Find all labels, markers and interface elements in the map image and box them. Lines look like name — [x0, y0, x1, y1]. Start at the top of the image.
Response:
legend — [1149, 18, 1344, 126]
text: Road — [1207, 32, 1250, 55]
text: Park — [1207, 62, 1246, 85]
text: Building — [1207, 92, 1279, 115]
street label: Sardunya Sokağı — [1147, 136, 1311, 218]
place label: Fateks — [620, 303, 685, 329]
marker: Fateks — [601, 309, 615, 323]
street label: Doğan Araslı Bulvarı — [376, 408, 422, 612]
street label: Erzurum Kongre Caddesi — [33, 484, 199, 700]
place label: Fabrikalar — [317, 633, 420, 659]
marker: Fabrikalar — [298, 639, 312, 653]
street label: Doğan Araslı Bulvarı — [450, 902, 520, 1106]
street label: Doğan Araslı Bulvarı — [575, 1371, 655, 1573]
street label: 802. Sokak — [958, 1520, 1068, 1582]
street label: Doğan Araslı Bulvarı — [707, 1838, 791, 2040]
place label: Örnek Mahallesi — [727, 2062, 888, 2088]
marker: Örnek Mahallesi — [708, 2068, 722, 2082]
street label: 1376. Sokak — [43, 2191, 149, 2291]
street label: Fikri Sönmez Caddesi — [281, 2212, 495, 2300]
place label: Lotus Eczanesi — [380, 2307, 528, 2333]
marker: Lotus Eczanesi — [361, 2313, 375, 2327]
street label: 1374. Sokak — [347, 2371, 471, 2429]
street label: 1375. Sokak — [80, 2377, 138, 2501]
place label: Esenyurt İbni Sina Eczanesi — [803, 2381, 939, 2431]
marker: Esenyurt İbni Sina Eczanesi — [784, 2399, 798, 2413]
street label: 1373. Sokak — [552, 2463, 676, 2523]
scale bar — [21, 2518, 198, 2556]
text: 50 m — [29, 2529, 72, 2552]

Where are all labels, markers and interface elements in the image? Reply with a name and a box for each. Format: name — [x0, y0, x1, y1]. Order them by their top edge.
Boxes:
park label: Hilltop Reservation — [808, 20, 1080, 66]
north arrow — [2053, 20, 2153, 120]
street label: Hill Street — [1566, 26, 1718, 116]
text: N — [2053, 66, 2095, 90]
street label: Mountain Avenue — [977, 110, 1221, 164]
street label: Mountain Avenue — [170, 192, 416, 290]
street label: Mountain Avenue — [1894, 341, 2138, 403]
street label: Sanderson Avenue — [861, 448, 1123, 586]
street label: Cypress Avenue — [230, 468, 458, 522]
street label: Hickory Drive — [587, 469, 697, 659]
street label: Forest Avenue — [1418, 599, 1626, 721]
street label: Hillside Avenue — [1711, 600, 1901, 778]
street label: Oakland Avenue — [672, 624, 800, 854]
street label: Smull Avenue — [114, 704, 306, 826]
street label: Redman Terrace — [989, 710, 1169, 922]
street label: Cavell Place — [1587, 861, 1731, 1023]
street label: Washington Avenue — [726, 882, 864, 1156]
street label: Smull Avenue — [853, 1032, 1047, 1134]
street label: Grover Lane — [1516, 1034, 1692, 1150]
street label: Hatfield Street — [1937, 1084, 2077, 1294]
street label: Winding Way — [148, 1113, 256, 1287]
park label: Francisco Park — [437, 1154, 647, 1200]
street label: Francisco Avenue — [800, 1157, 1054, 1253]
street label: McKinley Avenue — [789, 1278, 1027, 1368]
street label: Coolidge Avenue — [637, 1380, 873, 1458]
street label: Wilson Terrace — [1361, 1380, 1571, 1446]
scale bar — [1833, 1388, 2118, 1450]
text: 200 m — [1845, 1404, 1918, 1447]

* * * * * * * * *

> [Task instructions]: Copy each line of the data above without altering a single character.

> [Written solution]:
Find all labels, markers and interface elements in the map image and box them. Lines look like name — [x0, y0, x1, y1]. Start at the top of the image.
Response:
legend — [1149, 18, 1344, 126]
text: Road — [1207, 32, 1250, 55]
text: Park — [1207, 62, 1246, 85]
text: Building — [1207, 92, 1279, 115]
street label: Sardunya Sokağı — [1147, 136, 1311, 218]
place label: Fateks — [620, 303, 685, 329]
marker: Fateks — [601, 309, 615, 323]
street label: Doğan Araslı Bulvarı — [376, 408, 422, 612]
street label: Erzurum Kongre Caddesi — [33, 484, 199, 700]
place label: Fabrikalar — [317, 633, 420, 659]
marker: Fabrikalar — [298, 639, 312, 653]
street label: Doğan Araslı Bulvarı — [450, 902, 520, 1106]
street label: Doğan Araslı Bulvarı — [575, 1371, 655, 1573]
street label: 802. Sokak — [958, 1520, 1068, 1582]
street label: Doğan Araslı Bulvarı — [707, 1838, 791, 2040]
place label: Örnek Mahallesi — [727, 2062, 888, 2088]
marker: Örnek Mahallesi — [708, 2068, 722, 2082]
street label: 1376. Sokak — [43, 2191, 149, 2291]
street label: Fikri Sönmez Caddesi — [281, 2212, 495, 2300]
place label: Lotus Eczanesi — [380, 2307, 528, 2333]
marker: Lotus Eczanesi — [361, 2313, 375, 2327]
street label: 1374. Sokak — [347, 2371, 471, 2429]
street label: 1375. Sokak — [80, 2377, 138, 2501]
place label: Esenyurt İbni Sina Eczanesi — [803, 2381, 939, 2431]
marker: Esenyurt İbni Sina Eczanesi — [784, 2399, 798, 2413]
street label: 1373. Sokak — [552, 2463, 676, 2523]
scale bar — [21, 2518, 198, 2556]
text: 50 m — [29, 2529, 72, 2552]

Where are all labels, markers and interface elements in the image? Reply with a name and a box for each. Format: name — [x0, y0, x1, y1]. Order them by their top edge.
Boxes:
park label: Hilltop Reservation — [808, 20, 1080, 66]
north arrow — [2053, 20, 2153, 120]
street label: Hill Street — [1566, 26, 1718, 116]
text: N — [2053, 66, 2095, 90]
street label: Mountain Avenue — [977, 110, 1221, 164]
street label: Mountain Avenue — [170, 192, 416, 290]
street label: Mountain Avenue — [1894, 341, 2138, 403]
street label: Sanderson Avenue — [861, 448, 1123, 586]
street label: Cypress Avenue — [230, 468, 458, 522]
street label: Hickory Drive — [587, 469, 697, 659]
street label: Forest Avenue — [1418, 599, 1626, 721]
street label: Hillside Avenue — [1711, 600, 1901, 778]
street label: Oakland Avenue — [672, 624, 800, 854]
street label: Smull Avenue — [114, 704, 306, 826]
street label: Redman Terrace — [989, 710, 1169, 922]
street label: Cavell Place — [1587, 861, 1731, 1023]
street label: Washington Avenue — [726, 882, 864, 1156]
street label: Smull Avenue — [853, 1032, 1047, 1134]
street label: Grover Lane — [1516, 1034, 1692, 1150]
street label: Hatfield Street — [1937, 1084, 2077, 1294]
street label: Winding Way — [148, 1113, 256, 1287]
park label: Francisco Park — [437, 1154, 647, 1200]
street label: Francisco Avenue — [800, 1157, 1054, 1253]
street label: McKinley Avenue — [789, 1278, 1027, 1368]
street label: Coolidge Avenue — [637, 1380, 873, 1458]
street label: Wilson Terrace — [1361, 1380, 1571, 1446]
scale bar — [1833, 1388, 2118, 1450]
text: 200 m — [1845, 1404, 1918, 1447]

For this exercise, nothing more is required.